Going Towards Extinction ‘Unnoticed by Many’: The Silent Plight of the Nation’s Rarest Bird of Prey

Nesting in the highest branches, often near a waterway, the red goshawk pursues prey under the canopy—targeting swift prey like the rainbow lorikeet and plucking them mid-flight.

The soft thrum of their strong, expansive, wide-spanning wings can be heard from below as they gain speed, before quietly diving and banking like a feathered fighter jet.

Yet the spectacle of the red goshawk—a species found only in Australia—is vanishing from the Australian landscape.

“It’s vanished all across eastern Australia, unnoticed by many,” states a researcher from the University of Queensland and BirdLife Australia.

“It was regularly spotted in northern New South Wales and south-east Queensland up to the 2000s, but since then, the sightings have dropped off. It has fallen off the map.”

Although the bird being first described in 1801, it was never a common sight and, until modern times, relatively little was known about the habits of Australia’s rarest bird of prey. Many enthusiasts have never seen one.

Now, scientists like MacColl are in a race to determine how many of these birds remain so they can refine conservation plans.

A bird expert, a senior conservationist at a leading bird organization, devoted time looking for them in south-east Queensland in 2013—returning to sites where they had been observed just 15 years earlier.

“I didn’t spot any anywhere. So we formed a conservation group,” he notes. “At the time, we were unaware of their territory, what environments they needed, or truly what they were up to or where they were traveling.”

The species was present as far south as Sydney in the past. In the late 18th century, a imprisoned painter named Thomas Watling drew the bird from a sample attached to the side of a settler’s hut in Botany Bay.

That drawing—now housed in Britain’s Natural History Museum—found its way to English bird expert John Latham, who used it to formally describe the red goshawk in 1801.

Closer to Extinction

In 2023, the federal government updated the status of the red goshawk from vulnerable to critically threatened—labeling it as closer to extinction—and estimated there were just about 1,300 adults left in the wild. MacColl thinks the actual number could be below 1,000.

The bird’s breeding areas are now limited to the northern grasslands of the north, from the Kimberley region in the west to Cape York on Queensland’s top end.

“While that region is largely undisturbed, it has its own issues,” says MacColl, who has been researching the bird for seven years.

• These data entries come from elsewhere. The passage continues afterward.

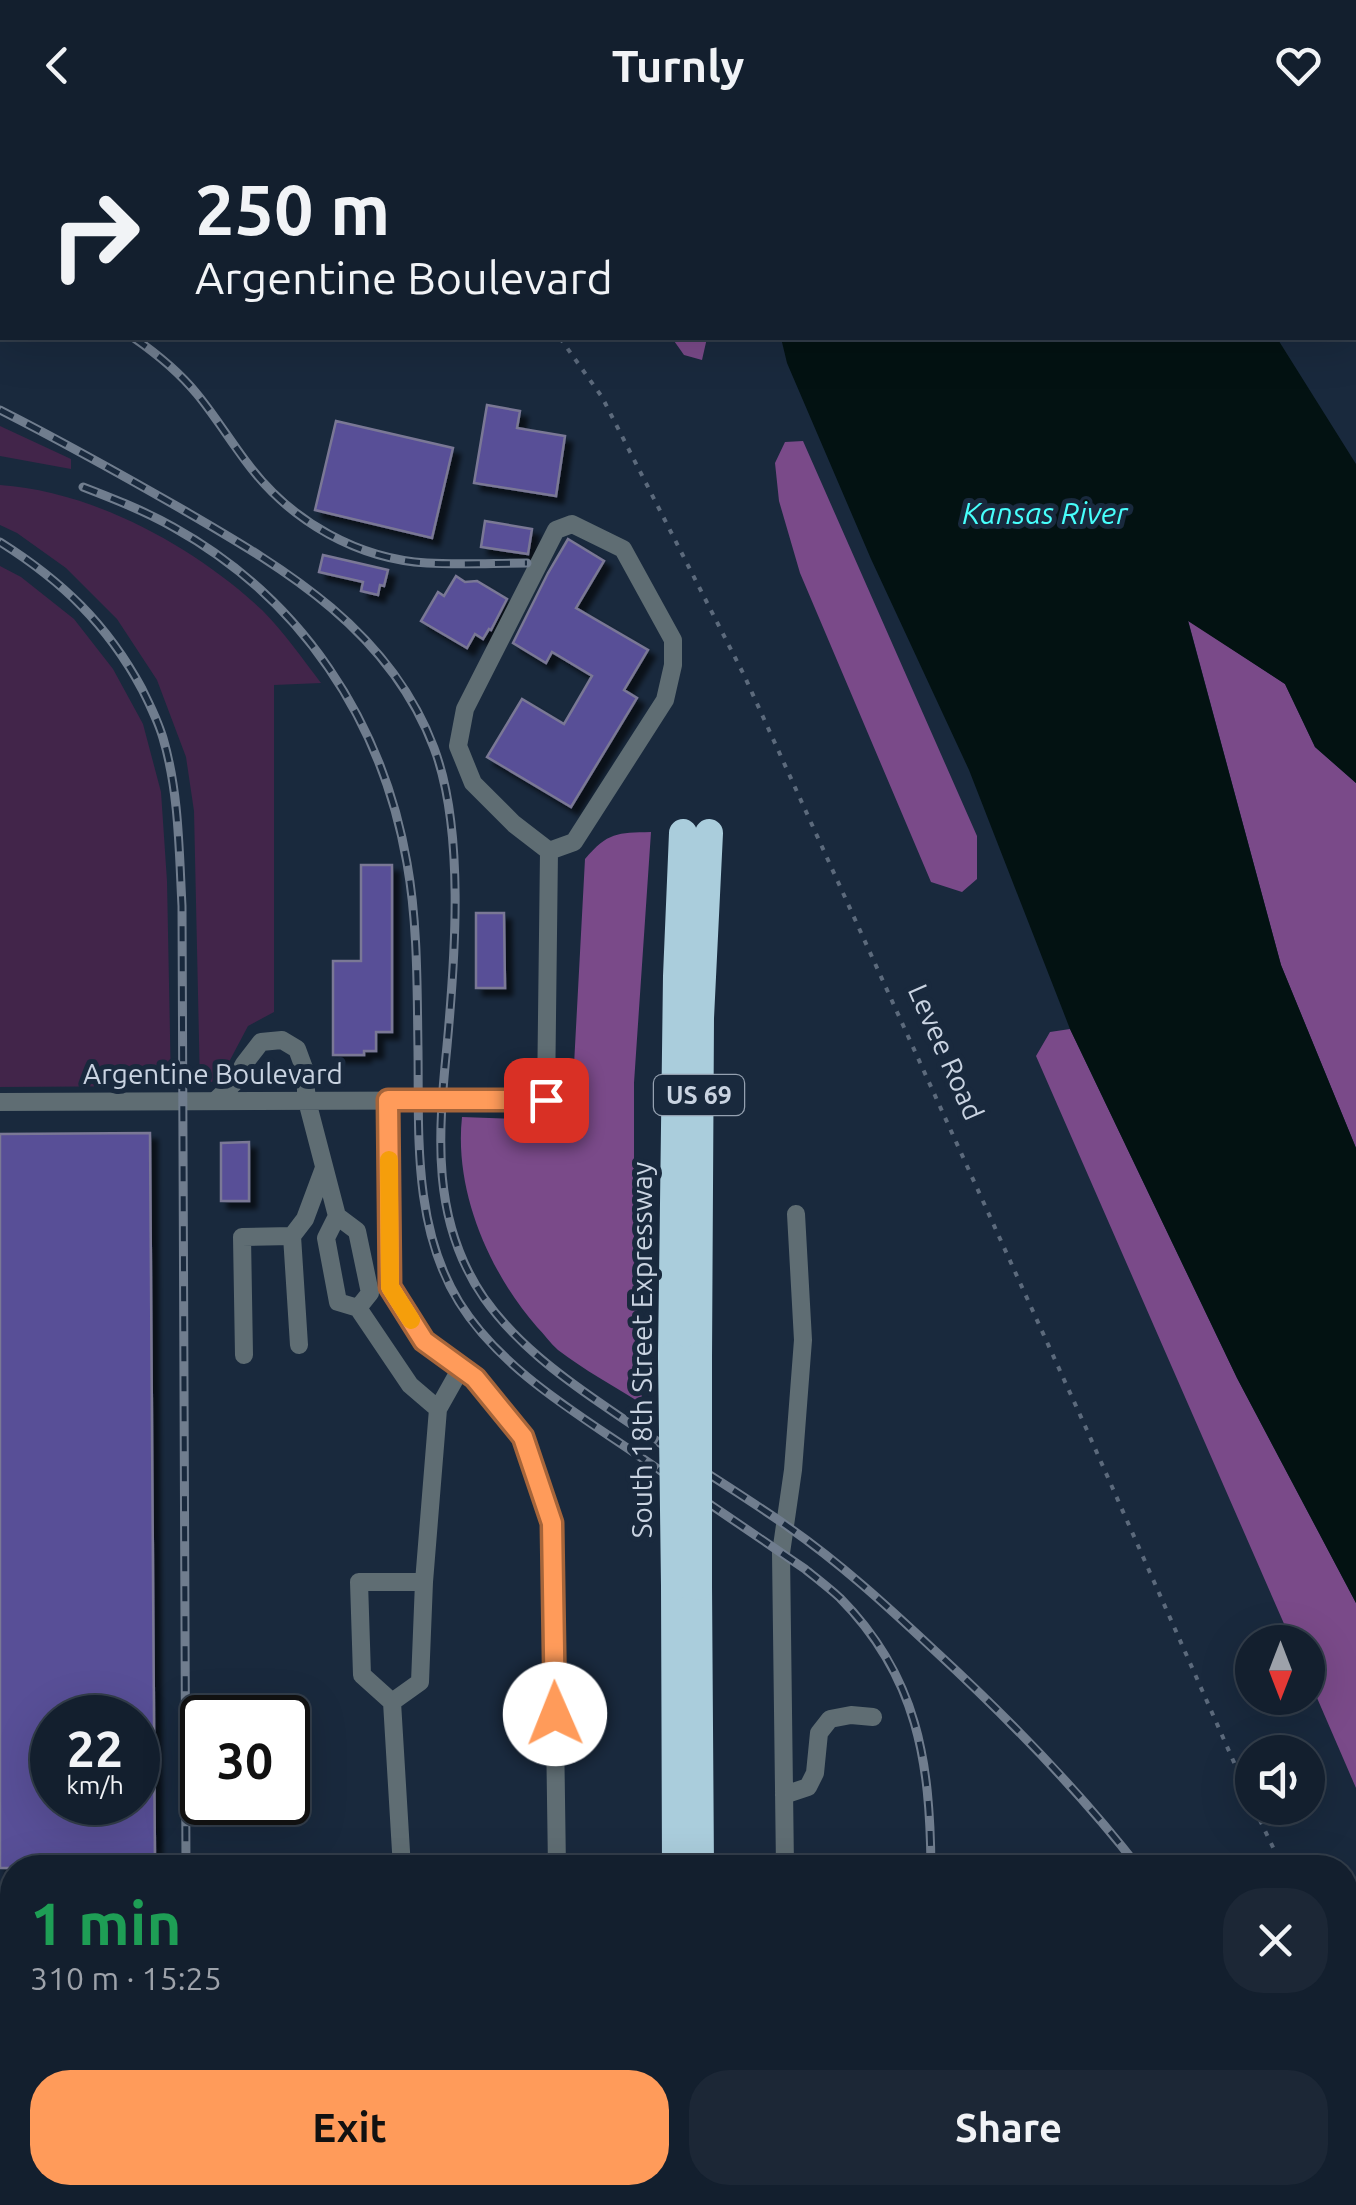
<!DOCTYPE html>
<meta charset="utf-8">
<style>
:root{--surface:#131f2e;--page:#1c2736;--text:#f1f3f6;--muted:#9da2aa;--line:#323d4a;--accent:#ff9b5a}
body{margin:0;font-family:Ubuntu,sans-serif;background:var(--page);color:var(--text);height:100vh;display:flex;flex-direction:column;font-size:38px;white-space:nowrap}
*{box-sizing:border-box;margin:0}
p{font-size:32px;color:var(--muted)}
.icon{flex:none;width:55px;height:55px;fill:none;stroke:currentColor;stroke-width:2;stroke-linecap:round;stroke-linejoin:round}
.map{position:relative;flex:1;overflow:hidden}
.details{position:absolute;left:0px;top:1725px;width:1358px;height:350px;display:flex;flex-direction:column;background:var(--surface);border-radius:40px 40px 0 0;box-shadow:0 10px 40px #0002,0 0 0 2px var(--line)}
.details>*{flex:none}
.hud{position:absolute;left:0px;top:0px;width:1358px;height:210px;box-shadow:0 10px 40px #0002,0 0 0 2px var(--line);background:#131f2e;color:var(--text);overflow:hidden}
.needle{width:65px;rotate:180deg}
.tools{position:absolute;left:1235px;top:1495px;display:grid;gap:20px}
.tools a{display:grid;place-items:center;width:90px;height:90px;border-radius:50%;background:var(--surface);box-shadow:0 10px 40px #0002,0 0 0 2px var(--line);font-size:50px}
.speed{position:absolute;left:30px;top:1565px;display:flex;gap:20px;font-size:50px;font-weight:700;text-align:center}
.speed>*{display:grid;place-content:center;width:130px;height:130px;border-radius:50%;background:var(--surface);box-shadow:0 10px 40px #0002,0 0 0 2px var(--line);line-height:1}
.speed small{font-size:25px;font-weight:400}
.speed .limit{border:5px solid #111;border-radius:15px;background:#fff;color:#111}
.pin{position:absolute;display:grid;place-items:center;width:85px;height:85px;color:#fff;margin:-42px;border-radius:20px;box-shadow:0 5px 15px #0006}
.me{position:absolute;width:110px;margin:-55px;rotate:359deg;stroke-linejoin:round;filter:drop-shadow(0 0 8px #0008)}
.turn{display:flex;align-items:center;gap:35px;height:210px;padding:0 30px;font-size:45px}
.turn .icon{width:130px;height:130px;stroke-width:2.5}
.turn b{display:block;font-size:70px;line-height:85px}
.round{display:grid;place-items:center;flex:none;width:105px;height:105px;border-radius:40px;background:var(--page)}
.summary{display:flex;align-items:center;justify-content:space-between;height:170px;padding:0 30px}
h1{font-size:60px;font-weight:700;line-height:75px;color:#1e9e55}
.action{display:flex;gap:20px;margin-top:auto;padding:20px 30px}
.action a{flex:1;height:115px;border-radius:40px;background:var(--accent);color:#111;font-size:40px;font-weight:700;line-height:115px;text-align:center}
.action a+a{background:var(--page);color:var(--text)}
header{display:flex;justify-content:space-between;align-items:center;height:130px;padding:0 30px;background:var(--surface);font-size:45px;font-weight:700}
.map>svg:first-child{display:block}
.green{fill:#42254a}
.forest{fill:#7a4a89}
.water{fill:#031212}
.building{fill:#584f97;stroke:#7a7895;stroke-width:2.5;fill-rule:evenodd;filter:url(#shadow)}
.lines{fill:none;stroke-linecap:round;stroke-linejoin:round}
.path{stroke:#5c6a7c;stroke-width:4;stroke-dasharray:5 8;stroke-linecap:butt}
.minor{stroke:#5f6d73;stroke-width:18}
.highway{stroke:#aacddc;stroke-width:28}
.rail-casing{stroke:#707d8e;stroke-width:9}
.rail{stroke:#19293d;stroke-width:5;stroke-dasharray:15;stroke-linecap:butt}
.highway-bridge{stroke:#aacddc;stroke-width:28}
.route-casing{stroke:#a6653a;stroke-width:25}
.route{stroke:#ff9b5a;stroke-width:18}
.slow{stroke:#f59e0b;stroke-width:18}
.labels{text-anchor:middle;stroke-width:10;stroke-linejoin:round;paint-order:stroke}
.shield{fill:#19293d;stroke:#94a0b0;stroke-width:2.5}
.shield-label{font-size:25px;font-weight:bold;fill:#c9d3e1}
.street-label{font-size:28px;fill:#c9d3e1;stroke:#19293d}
.water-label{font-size:30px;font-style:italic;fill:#47fffc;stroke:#19293d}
</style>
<header><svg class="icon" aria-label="back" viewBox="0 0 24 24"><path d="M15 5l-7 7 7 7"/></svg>Turnly<svg class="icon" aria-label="heart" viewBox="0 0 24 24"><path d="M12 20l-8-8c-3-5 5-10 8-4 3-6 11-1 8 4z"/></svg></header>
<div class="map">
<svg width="1356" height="2075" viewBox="0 0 1356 2075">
<defs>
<filter id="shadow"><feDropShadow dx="7" dy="7" stdDeviation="2.5" flood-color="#0009"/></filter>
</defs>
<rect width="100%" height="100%" fill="#19293d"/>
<path class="green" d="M 0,296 L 71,329 L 71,339 L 0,326 Z
M 0,355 C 93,361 195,417 262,480 C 284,502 302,528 321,553 L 274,555 L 274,882 L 248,896 L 220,949 L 200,956 L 194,681 L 186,627 L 157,550 L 117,489 L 66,438 L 17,403 L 0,395 Z
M 0,436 L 21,447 L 74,489 L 113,539 L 143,594 L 161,662 L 167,751 L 171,956 L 0,957 Z"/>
<path class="forest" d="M 672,208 L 707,208 L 702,230 L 684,225 Z
M 803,311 L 977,706 L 977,749 L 962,762 L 931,752 L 800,443 L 779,371 L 775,333 L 785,312 Z
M 1188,490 L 1285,554 L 1315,617 L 1356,653 L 1356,1018 L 1281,835 Z
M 651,702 L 634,953 L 634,1116 L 642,1274 C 614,1256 584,1240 558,1220 C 550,1213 544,1204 537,1197 C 489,1142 454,1061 462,987 L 571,991 L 585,729 C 608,702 617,703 651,702 Z
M 1070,899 L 1237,1248 L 1356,1473 L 1356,1658 L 1308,1547 L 1308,1512 L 1292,1512 L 1036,926 L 1050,902 Z"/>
<path class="water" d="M 690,0 L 1148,0 L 1150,2 L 692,2 Z
M 781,208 L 1277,208 L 1356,334 L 1356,653 L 1315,617 L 1285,554 L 1188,491 L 1281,835 L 1356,1018 L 1356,1473 L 1237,1248 L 1070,899 L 969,640 L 871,429 L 787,233 Z"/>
<path class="building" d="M 487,275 L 520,281 L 517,298 L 565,306 L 556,366 L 474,353 Z
M 336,291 L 453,318 L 432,408 L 315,380 Z
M 485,391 L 532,399 L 528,424 L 481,417 Z
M 568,409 L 604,431 L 576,478 L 648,520 L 624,560 L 637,568 L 571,677 L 487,627 L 522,569 L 564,594 L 592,546 L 552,522 L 546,533 L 513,513 L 548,443 Z
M 323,425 L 388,440 L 384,456 L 380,455 L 378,465 L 361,461 L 363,452 L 319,442 Z
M 456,446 L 465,452 L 477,451 L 507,469 L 491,500 L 489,499 L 483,509 L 475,504 L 467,518 L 421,491 L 438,462 L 444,466 Z
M 361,735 L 392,735 L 392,902 L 376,902 L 376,921 L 364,921 L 364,925 L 333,925 L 333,831 L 361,831 Z
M 476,783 L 504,783 L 505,858 L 476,858 Z
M 150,1003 L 155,1738 L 0,1738 L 0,1004 ZM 52,1588 L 138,1588 L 138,1672 L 52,1672 Z
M 249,1012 L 249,1071 L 221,1071 L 221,1013 Z"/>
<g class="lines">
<path class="path" d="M 396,0 L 399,2
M 560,208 L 602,267 L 744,545 L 1086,1298 L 1252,1673
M 1254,1678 L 1283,1738
M 1345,1857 L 1356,1887"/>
<path class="minor" d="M 1324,0 L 1325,2
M 1355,50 L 1356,52
M 388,970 L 390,1157 L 423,1211 L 475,1249 L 523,1307 L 552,1393 L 557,1738
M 215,971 L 234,953 L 244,934 L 261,912 L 282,910 L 297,919 L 304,938 L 307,971 L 337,1086 L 326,1108 L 338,1172 L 358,1178 L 410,1255 L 438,1279 L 424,1452 L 420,1552 L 392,1572 L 402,1738
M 0,972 L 546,970 L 549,721 L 514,694 L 473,653 L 458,616 L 465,579 L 556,400 L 572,394 L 623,419 L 673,510 L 673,535 L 665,570 L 574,712 L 549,721
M 337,1086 L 357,1101 L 370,1163 L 358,1178
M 299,1215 L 292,1106 L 305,1089 L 324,1038
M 244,1225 L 242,1107 L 292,1106
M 438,1279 L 461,1238
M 392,1572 L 362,1545 L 359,1452 L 424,1452
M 784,1665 L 808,1657 L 815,1643 L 819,1603 L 830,1589 L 851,1585 L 873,1587
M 785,1738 L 781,1423 L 793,1340 L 803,1210 L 796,1084
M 0,2048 L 12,2048
M 225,2075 L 225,2062"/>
<path class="highway" d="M 672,1226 L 677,846 L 683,703
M 698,1227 L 700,888 L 709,703
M 675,1456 L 676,1738
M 698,1456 L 700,1738
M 676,2062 L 676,2075
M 702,2062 L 702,2075"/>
<defs>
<path id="rail" d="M 0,168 L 2,168
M 134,208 C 157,224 179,242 197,264 C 216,287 232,314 251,338 C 293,392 358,429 427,433 C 460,435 494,433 527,433
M 0,280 C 63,312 124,346 185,381 C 287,440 390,501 434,618 C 465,700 455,829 447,916 C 438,1005 431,1091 484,1168 C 515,1212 559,1245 603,1275 C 663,1317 727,1354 787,1396 C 840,1433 886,1475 933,1519 C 1007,1587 1077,1658 1139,1738
M 83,357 C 114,369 145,381 173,397 C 301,468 382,590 407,733 C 418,795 417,859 418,921 C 419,1006 413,1097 459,1172 C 500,1238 573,1281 636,1324 C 692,1362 748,1400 805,1439 C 816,1448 829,1458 840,1468 C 918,1547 930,1632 931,1738
M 0,412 C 62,451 107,494 142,559 C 150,575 158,591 163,608 C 179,662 179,720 182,776 L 186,1738
M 1345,1993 L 1356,2009
M 1345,2017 L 1356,2032
M 1345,2057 L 1353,2075
M 932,2062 L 933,2075
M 142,2075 L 148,2062"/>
</defs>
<use href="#rail" class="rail-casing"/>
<use href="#rail" class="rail"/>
<path class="highway-bridge" d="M 672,1226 L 675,1456
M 698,1227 L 698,1456"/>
</g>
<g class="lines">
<defs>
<path id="route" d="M 546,970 L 388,970 L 390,1157 L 424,1211 L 475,1248 L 523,1307 L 552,1393 L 555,1584"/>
</defs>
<use href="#route" class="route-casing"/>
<use href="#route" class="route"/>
<path class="slow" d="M 389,1030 L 390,1157 L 411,1190"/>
</g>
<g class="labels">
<rect class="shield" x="654" y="945" width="90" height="40" rx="8"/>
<g class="shield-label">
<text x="699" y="974">US 69</text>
</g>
<g class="street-label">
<text transform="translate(946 922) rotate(66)" y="10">Levee Road</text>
<text x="213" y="954">Argentine Boulevard</text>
<text transform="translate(642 1220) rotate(-90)" y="10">South 18th Street Expressway</text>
</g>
<g class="water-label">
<text x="1045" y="394">Kansas River</text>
</g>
</g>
</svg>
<div class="tools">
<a><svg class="needle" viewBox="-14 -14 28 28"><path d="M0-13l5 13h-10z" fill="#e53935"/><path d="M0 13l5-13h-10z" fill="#9da2aa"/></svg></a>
<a><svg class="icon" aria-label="sound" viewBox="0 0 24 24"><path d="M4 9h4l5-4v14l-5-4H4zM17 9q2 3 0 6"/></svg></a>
</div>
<div class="speed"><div>22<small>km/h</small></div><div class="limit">30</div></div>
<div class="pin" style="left:546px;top:970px;background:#d93025"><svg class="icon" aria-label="arrive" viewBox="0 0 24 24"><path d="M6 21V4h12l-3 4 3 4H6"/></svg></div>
<svg class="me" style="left:555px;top:1584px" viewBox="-20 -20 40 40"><circle r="19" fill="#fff"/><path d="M0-13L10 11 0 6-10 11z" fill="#ff9b5a"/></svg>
<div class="hud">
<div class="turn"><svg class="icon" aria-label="right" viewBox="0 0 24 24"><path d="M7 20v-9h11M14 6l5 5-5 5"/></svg><div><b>250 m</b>Argentine Boulevard</div></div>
</div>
<section class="details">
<div class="summary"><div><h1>1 min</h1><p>310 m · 15:25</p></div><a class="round"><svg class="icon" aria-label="close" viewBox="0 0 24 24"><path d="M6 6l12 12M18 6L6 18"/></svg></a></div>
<div class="action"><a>Exit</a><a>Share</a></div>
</section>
</div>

“I worry about global warming and particularly the extreme temperatures and thermal threat risk for the young birds. Then there’s the ongoing threat of environmental destruction from agriculture, logging, and resource extraction.”

GPS monitoring has shown that some young birds take a dangerous 1,500-kilometer flight south to the Australian interior for about eight months—perhaps learning how to hunt—before coming back for good to their coastal boltholes.

The reason the species has experienced such a swift decline in its range isn’t clear, but Seaton says broken-up environments is likely to blame.

“They seek out the highest perch in the largest grove, and those wooded areas are increasingly rare any more,” he explains.

The Red Goshawk ‘Glare’

Red goshawks can be hard to spot and have huge home ranges—perhaps as big as 600 square kilometers—and would historically have always been thinly spread around the landscape, while staying close to coastal areas and rivers.

They are not noisy, and Seaton says while most large birds will fly away if a human approaches, alerting anyone searching for them, a red goshawk “will just glare at you.”

There were only ten recorded pairs on the continent this year, Seaton reports, with 10 more on the Tiwi Islands (the biggest landmass in the group, Melville, is now regarded as the red goshawk’s main habitat).

BirdLife Australia has been training Indigenous rangers and native custodians in the north to identify the birds and observe behavior in their metre-wide nests—constructed out of thick sticks on level limbs—to see how effective they are at reproducing and get a better handle on the true population of red goshawks.

Local resident Chris Brogan is a firefighter for Plantation Management Partners on Melville Island and is part of a team that monitors the birds, observing activity at nests over half-hour intervals.

“They’re stunning, but they can be tricky to see because their colors blend in with the tree bark,” he comments.

“When I began, I assumed they were just common. I thought they were everywhere. But it’s a bird that’s vanishing.”

Averting Extinction

MacColl was working as an ecology expert for Rio Tinto about a decade ago when he initially spotted a red goshawk nest in western Cape York.

“I have been totally obsessed ever since,” he says.

Red goshawks are in a genus of bird that has only one other known member—Papua New Guinea’s chestnut-shouldered goshawk.

Their power amazes him. A red goshawk that goes to the ground to collect a stick will fly back to a perch high above “vertically,” he says. “They go straight up.”

“There truly is nothing like them,” says MacColl. “They’re not closely related to any other raptor in Australia—they’re on their unique limb of the family tree.

“We are going to need a collaboration of people united—and the most accurate data possible to know what they require. That’s how we avert extinction.”

Jeremy Mills
Jeremy Mills

A tech enthusiast and software developer with a passion for exploring emerging technologies and sharing practical advice.